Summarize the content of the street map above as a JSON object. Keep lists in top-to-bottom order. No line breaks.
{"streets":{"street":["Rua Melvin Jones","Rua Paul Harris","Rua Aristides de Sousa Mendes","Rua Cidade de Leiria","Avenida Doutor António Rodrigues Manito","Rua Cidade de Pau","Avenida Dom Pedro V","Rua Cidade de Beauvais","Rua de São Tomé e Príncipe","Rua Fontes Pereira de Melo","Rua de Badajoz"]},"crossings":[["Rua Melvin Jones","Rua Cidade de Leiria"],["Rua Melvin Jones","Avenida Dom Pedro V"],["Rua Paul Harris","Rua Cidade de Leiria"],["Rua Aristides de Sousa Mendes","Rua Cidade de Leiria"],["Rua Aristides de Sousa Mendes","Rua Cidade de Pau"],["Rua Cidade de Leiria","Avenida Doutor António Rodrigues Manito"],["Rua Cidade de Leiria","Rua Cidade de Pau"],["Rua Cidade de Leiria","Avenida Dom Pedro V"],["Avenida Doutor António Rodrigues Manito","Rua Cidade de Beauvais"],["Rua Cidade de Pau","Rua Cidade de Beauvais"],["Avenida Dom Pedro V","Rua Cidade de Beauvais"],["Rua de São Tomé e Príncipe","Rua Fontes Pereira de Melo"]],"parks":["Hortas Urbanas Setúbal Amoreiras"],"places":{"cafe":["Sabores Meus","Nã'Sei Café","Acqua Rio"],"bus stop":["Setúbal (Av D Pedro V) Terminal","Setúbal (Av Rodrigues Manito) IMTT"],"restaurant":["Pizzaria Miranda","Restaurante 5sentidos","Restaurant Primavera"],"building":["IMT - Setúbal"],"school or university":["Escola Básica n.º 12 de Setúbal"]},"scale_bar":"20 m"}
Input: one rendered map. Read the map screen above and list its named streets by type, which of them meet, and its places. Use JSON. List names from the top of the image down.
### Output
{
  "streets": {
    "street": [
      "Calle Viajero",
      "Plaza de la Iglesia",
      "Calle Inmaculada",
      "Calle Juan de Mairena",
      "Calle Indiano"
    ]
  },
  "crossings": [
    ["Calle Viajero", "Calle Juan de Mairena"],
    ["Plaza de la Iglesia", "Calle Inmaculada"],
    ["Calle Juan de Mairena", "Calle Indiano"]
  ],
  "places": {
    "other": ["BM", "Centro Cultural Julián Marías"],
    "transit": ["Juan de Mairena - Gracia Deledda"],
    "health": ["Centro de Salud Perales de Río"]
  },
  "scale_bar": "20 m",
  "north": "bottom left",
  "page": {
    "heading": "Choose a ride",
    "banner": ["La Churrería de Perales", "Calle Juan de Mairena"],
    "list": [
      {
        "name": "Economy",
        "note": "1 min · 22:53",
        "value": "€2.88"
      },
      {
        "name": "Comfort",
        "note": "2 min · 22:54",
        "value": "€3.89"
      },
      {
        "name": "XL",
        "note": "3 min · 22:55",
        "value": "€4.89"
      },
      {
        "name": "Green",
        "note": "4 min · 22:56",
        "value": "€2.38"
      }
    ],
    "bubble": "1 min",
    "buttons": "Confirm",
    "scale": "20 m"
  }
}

→ DIRECTIONS FOR THIS TASK: Word for word, quote the lines of the material from the first line through the line with "Input: one rendered", both ends included.

→ RESPONSE BOX:
Summarize the content of the street map above as a JSON object. Keep lists in top-to-bottom order. No line breaks.
{"streets":{"street":["Rua Melvin Jones","Rua Paul Harris","Rua Aristides de Sousa Mendes","Rua Cidade de Leiria","Avenida Doutor António Rodrigues Manito","Rua Cidade de Pau","Avenida Dom Pedro V","Rua Cidade de Beauvais","Rua de São Tomé e Príncipe","Rua Fontes Pereira de Melo","Rua de Badajoz"]},"crossings":[["Rua Melvin Jones","Rua Cidade de Leiria"],["Rua Melvin Jones","Avenida Dom Pedro V"],["Rua Paul Harris","Rua Cidade de Leiria"],["Rua Aristides de Sousa Mendes","Rua Cidade de Leiria"],["Rua Aristides de Sousa Mendes","Rua Cidade de Pau"],["Rua Cidade de Leiria","Avenida Doutor António Rodrigues Manito"],["Rua Cidade de Leiria","Rua Cidade de Pau"],["Rua Cidade de Leiria","Avenida Dom Pedro V"],["Avenida Doutor António Rodrigues Manito","Rua Cidade de Beauvais"],["Rua Cidade de Pau","Rua Cidade de Beauvais"],["Avenida Dom Pedro V","Rua Cidade de Beauvais"],["Rua de São Tomé e Príncipe","Rua Fontes Pereira de Melo"]],"parks":["Hortas Urbanas Setúbal Amoreiras"],"places":{"cafe":["Sabores Meus","Nã'Sei Café","Acqua Rio"],"bus stop":["Setúbal (Av D Pedro V) Terminal","Setúbal (Av Rodrigues Manito) IMTT"],"restaurant":["Pizzaria Miranda","Restaurante 5sentidos","Restaurant Primavera"],"building":["IMT - Setúbal"],"school or university":["Escola Básica n.º 12 de Setúbal"]},"scale_bar":"20 m"}
Input: one rendered map. Read the map screen above and list its named streets by type, which of them meet, and its places. Use JSON. List names from the top of the image down.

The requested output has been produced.